What is expected –
Print out the entries below with no edits.

Dataset –
· · · · ·

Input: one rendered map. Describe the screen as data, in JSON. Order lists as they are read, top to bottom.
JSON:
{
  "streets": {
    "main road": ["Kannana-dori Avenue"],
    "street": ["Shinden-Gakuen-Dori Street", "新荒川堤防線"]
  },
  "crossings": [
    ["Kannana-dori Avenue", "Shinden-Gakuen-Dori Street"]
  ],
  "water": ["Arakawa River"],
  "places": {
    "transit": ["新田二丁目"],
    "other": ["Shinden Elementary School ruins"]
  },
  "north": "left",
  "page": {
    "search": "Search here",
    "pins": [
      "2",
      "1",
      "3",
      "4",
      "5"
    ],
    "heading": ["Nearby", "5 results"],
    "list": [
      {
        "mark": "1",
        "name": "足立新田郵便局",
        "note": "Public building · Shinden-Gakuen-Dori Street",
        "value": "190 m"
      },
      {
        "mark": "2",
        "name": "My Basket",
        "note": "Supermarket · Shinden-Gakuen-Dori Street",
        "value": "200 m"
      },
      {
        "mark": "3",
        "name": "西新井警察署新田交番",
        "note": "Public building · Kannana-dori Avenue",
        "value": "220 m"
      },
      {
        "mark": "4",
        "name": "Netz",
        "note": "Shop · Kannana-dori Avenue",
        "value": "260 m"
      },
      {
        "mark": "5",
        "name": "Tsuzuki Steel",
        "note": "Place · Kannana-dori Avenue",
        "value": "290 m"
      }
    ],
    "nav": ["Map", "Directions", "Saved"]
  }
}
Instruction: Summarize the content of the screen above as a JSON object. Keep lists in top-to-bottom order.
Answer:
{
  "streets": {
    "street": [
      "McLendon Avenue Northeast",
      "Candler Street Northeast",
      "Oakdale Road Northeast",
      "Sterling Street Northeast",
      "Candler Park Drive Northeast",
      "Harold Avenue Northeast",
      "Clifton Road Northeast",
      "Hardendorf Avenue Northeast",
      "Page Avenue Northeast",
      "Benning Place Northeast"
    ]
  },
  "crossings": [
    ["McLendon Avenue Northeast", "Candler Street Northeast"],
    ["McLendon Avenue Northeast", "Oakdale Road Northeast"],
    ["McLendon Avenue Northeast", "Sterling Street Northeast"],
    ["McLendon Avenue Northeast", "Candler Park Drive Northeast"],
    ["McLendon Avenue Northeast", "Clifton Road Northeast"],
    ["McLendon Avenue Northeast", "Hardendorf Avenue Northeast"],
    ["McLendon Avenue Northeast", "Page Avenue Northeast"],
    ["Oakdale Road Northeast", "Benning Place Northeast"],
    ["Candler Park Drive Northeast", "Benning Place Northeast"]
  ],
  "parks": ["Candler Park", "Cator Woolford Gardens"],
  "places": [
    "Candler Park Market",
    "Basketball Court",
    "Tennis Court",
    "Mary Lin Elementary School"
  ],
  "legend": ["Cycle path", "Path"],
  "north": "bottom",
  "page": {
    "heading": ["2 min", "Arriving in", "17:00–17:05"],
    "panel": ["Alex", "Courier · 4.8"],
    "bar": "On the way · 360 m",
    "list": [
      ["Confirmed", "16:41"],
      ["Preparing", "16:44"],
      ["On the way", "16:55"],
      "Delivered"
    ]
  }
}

· · · · ·

Exercise result –
Input: one rendered map. Describe the screen as data, in JSON. Order lists as they are read, top to bottom.
JSON:
{
  "streets": {
    "main road": ["Kannana-dori Avenue"],
    "street": ["Shinden-Gakuen-Dori Street", "新荒川堤防線"]
  },
  "crossings": [
    ["Kannana-dori Avenue", "Shinden-Gakuen-Dori Street"]
  ],
  "water": ["Arakawa River"],
  "places": {
    "transit": ["新田二丁目"],
    "other": ["Shinden Elementary School ruins"]
  },
  "north": "left",
  "page": {
    "search": "Search here",
    "pins": [
      "2",
      "1",
      "3",
      "4",
      "5"
    ],
    "heading": ["Nearby", "5 results"],
    "list": [
      {
        "mark": "1",
        "name": "足立新田郵便局",
        "note": "Public building · Shinden-Gakuen-Dori Street",
        "value": "190 m"
      },
      {
        "mark": "2",
        "name": "My Basket",
        "note": "Supermarket · Shinden-Gakuen-Dori Street",
        "value": "200 m"
      },
      {
        "mark": "3",
        "name": "西新井警察署新田交番",
        "note": "Public building · Kannana-dori Avenue",
        "value": "220 m"
      },
      {
        "mark": "4",
        "name": "Netz",
        "note": "Shop · Kannana-dori Avenue",
        "value": "260 m"
      },
      {
        "mark": "5",
        "name": "Tsuzuki Steel",
        "note": "Place · Kannana-dori Avenue",
        "value": "290 m"
      }
    ],
    "nav": ["Map", "Directions", "Saved"]
  }
}
Instruction: Summarize the content of the screen above as a JSON object. Keep lists in top-to-bottom order.
Answer:
{
  "streets": {
    "street": [
      "McLendon Avenue Northeast",
      "Candler Street Northeast",
      "Oakdale Road Northeast",
      "Sterling Street Northeast",
      "Candler Park Drive Northeast",
      "Harold Avenue Northeast",
      "Clifton Road Northeast",
      "Hardendorf Avenue Northeast",
      "Page Avenue Northeast",
      "Benning Place Northeast"
    ]
  },
  "crossings": [
    ["McLendon Avenue Northeast", "Candler Street Northeast"],
    ["McLendon Avenue Northeast", "Oakdale Road Northeast"],
    ["McLendon Avenue Northeast", "Sterling Street Northeast"],
    ["McLendon Avenue Northeast", "Candler Park Drive Northeast"],
    ["McLendon Avenue Northeast", "Clifton Road Northeast"],
    ["McLendon Avenue Northeast", "Hardendorf Avenue Northeast"],
    ["McLendon Avenue Northeast", "Page Avenue Northeast"],
    ["Oakdale Road Northeast", "Benning Place Northeast"],
    ["Candler Park Drive Northeast", "Benning Place Northeast"]
  ],
  "parks": ["Candler Park", "Cator Woolford Gardens"],
  "places": [
    "Candler Park Market",
    "Basketball Court",
    "Tennis Court",
    "Mary Lin Elementary School"
  ],
  "legend": ["Cycle path", "Path"],
  "north": "bottom",
  "page": {
    "heading": ["2 min", "Arriving in", "17:00–17:05"],
    "panel": ["Alex", "Courier · 4.8"],
    "bar": "On the way · 360 m",
    "list": [
      ["Confirmed", "16:41"],
      ["Preparing", "16:44"],
      ["On the way", "16:55"],
      "Delivered"
    ]
  }
}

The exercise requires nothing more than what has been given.